Every week, somewhere in New Zealand, three children are diagnosed with cancer - and for them and their families that means a daunting and uncertain time ahead.

Just over four years ago that dark news was delivered to the Davis family of Napier, and their own personal daunting and uncertain journey began.

Little Felix, just three-and-a-half, had been diagnosed with a rare cancer called neuroblastoma and at one stage, his mum Kelly said, there was a figure of just 40 per cent being put their way in terms of potential survival.

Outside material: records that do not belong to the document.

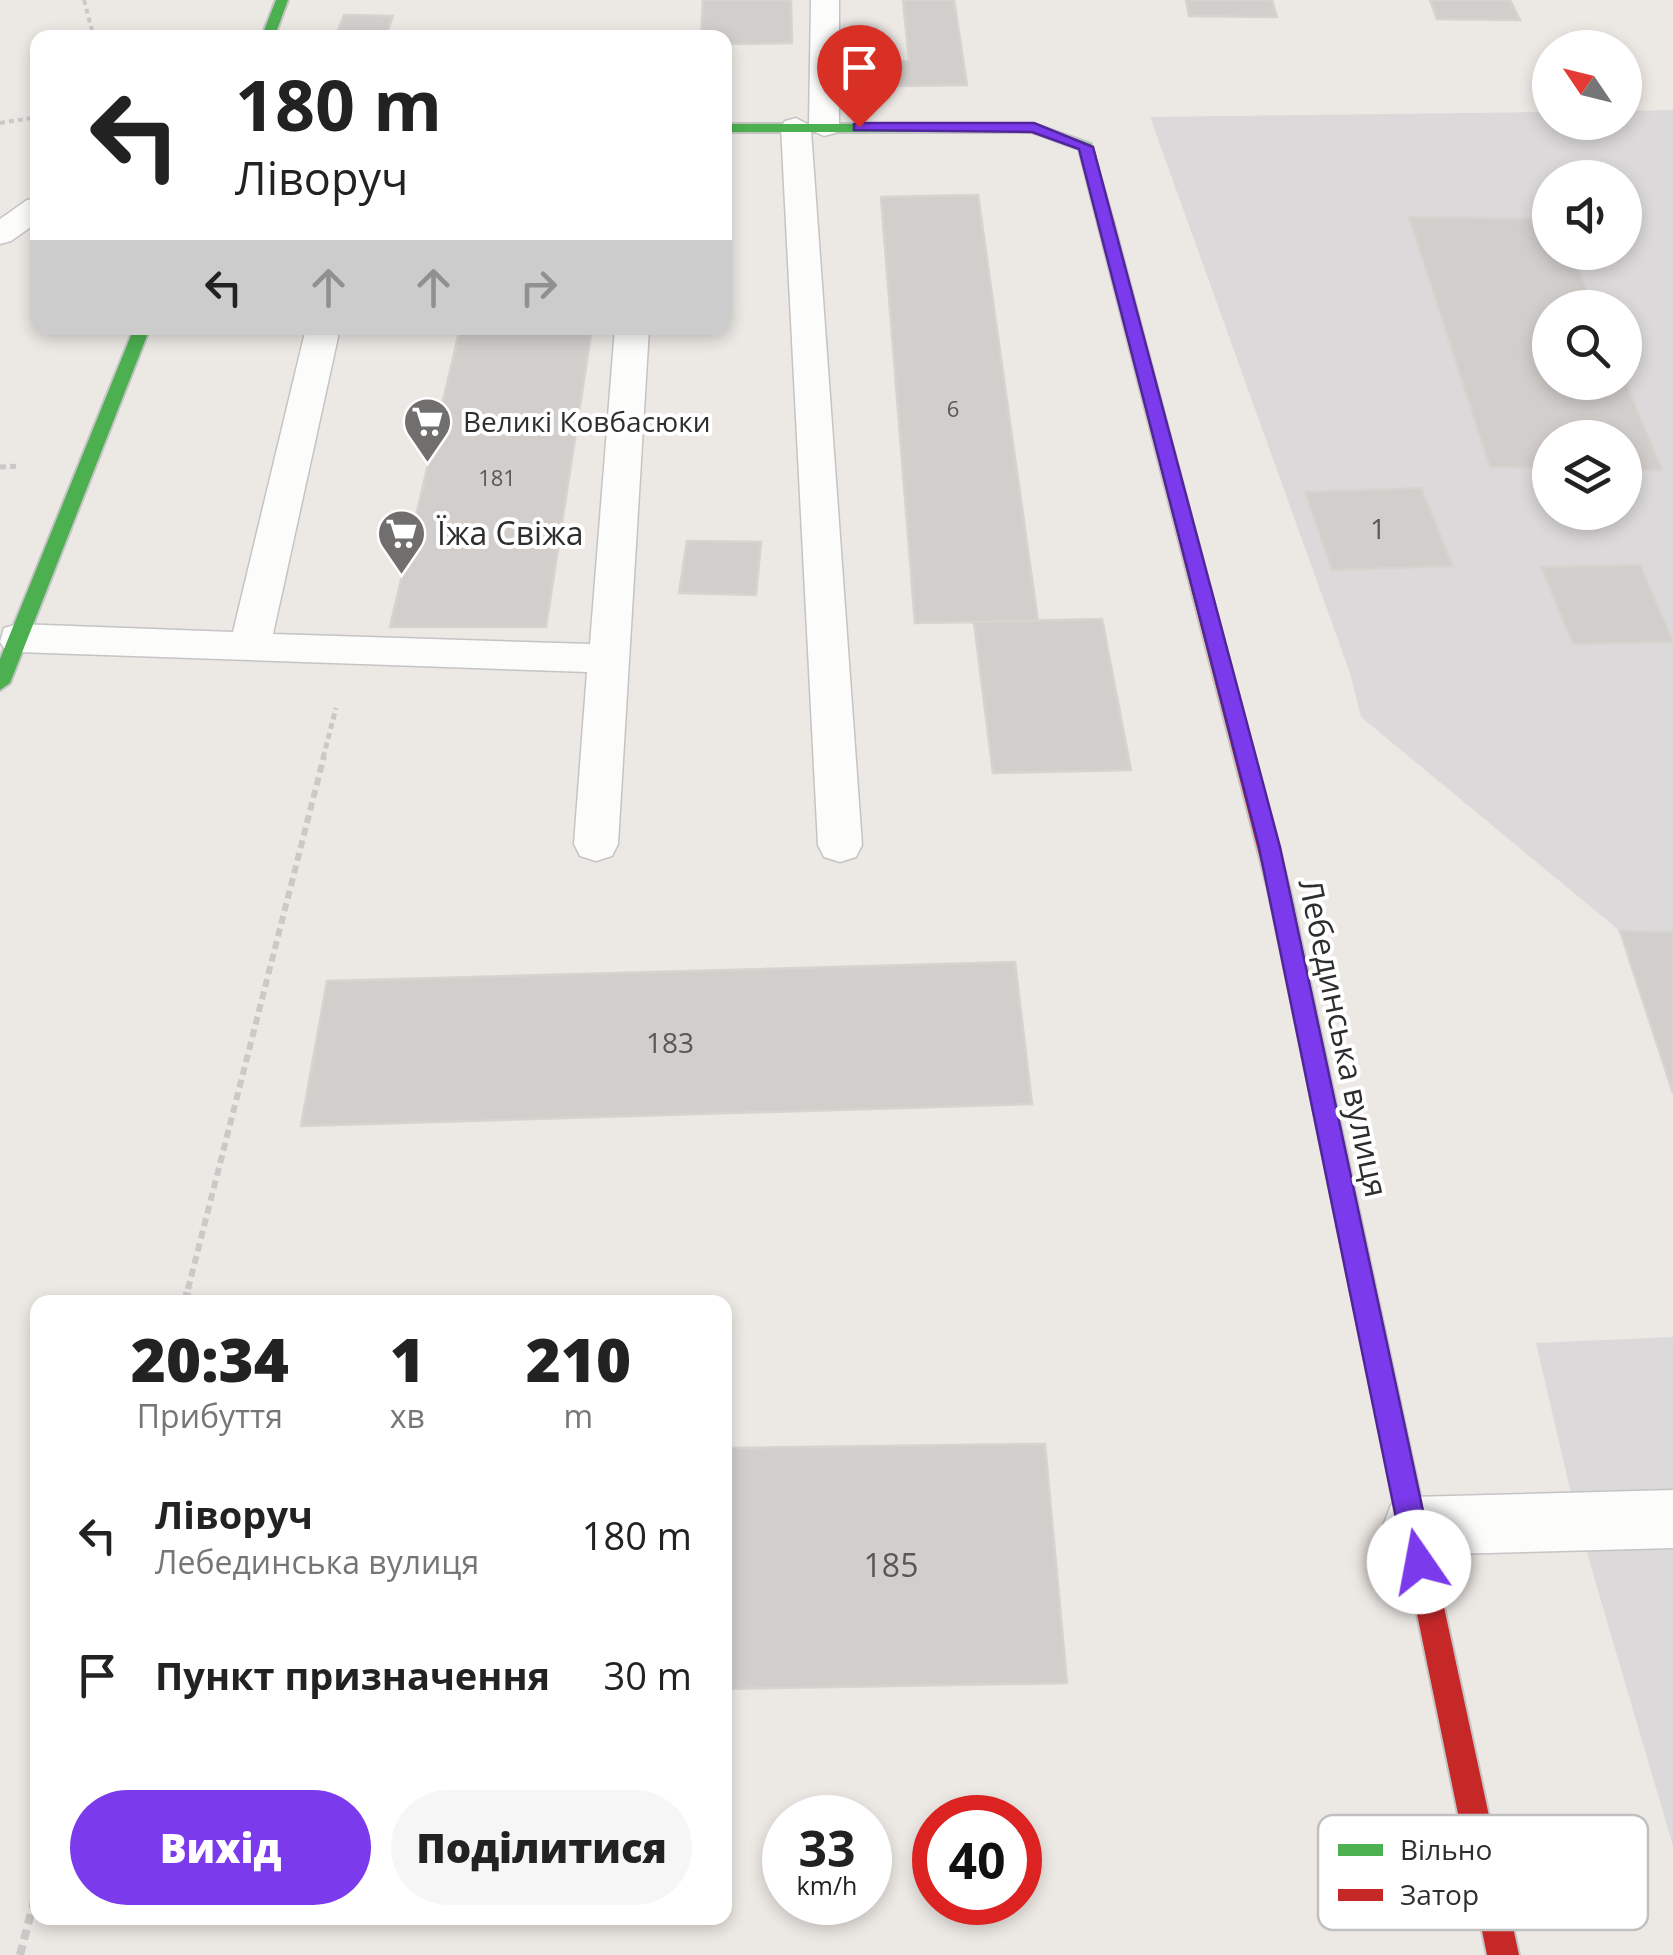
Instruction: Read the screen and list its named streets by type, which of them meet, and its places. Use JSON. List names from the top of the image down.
{
  "streets": {
    "street": ["Лебединська вулиця"]
  },
  "places": {
    "supermarket": ["Великі Ковбасюки", "Їжа Свіжа"]
  },
  "house_numbers": [
    "6",
    "181",
    "1",
    "183",
    "185"
  ],
  "legend": ["Вільно", "Затор"],
  "north": "top left",
  "page": {
    "turn": ["180 m", "Ліворуч"],
    "eta": [
      "20:34",
      "Прибуття",
      "1",
      "хв",
      "210",
      "m"
    ],
    "list": [
      {
        "name": "Ліворуч",
        "note": "Лебединська вулиця",
        "value": "180 m"
      },
      {
        "name": "Пункт призначення",
        "value": "30 m"
      }
    ],
    "buttons": ["Вихід", "Поділитися"],
    "speed": "33 km/h",
    "limit": "40"
  }
}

For the next 15 months of his young life there was little time for play and the usual fun and frolic - there were visits to Starship Hospital and intensive treatment, and there were also reassuring words for his two brothers, his twin Rocco and Louis, who were also too little to understand what was happening.

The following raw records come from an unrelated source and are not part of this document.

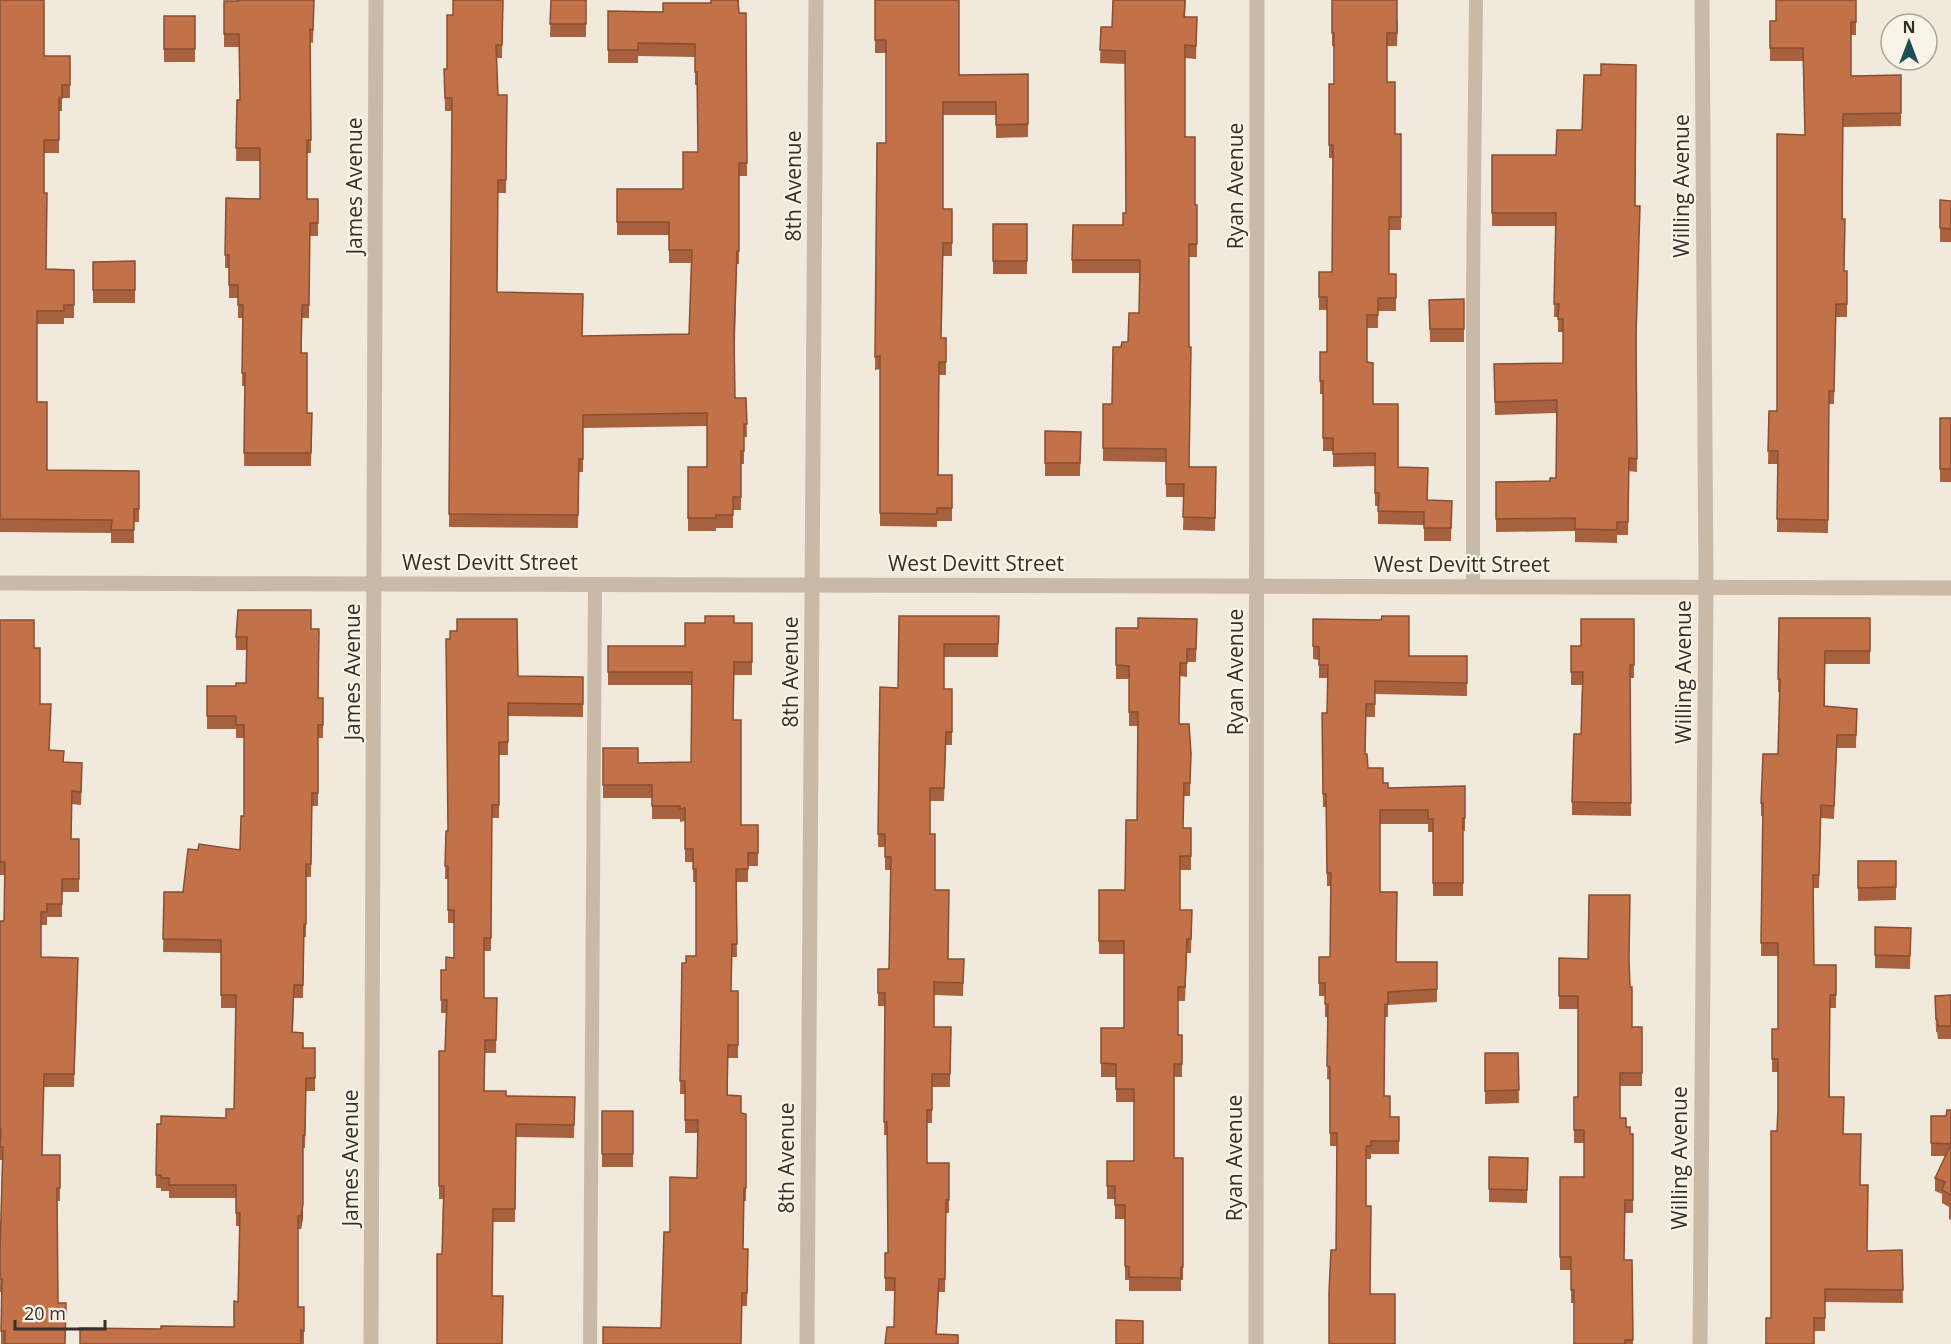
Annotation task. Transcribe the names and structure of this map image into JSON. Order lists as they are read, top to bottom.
{
  "streets": {
    "street": [
      "James Avenue",
      "8th Avenue",
      "Ryan Avenue",
      "Willing Avenue",
      "West Devitt Street"
    ]
  },
  "crossings": [
    ["James Avenue", "West Devitt Street"],
    ["8th Avenue", "West Devitt Street"],
    ["Ryan Avenue", "West Devitt Street"],
    ["Willing Avenue", "West Devitt Street"]
  ],
  "scale_bar": "20 m",
  "north": "top"
}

Not wanting to unsettle them, Mrs Davis simply said Felix had "a bug" and they were getting medicine for him to make him better. Only recently did she sit down and explain how close their sibling had come to losing his young life.

Felix went through radiotherapy, chemotherapy, a bone marrow transplant and immunotherapy and after 15 months the light came on at the end of a long, dark tunnel - he entered remission and today he is like any chirpy, contented seven-year-old.

So like the rest of their schoolmates at Eskdale School, he and his brothers were more than happy to say a big yes to wearing a grand and colourful wig for the inaugural Wig Wednesday event which has been sparked as a fundraiser by the Child Cancer Foundation and will take place on June 22.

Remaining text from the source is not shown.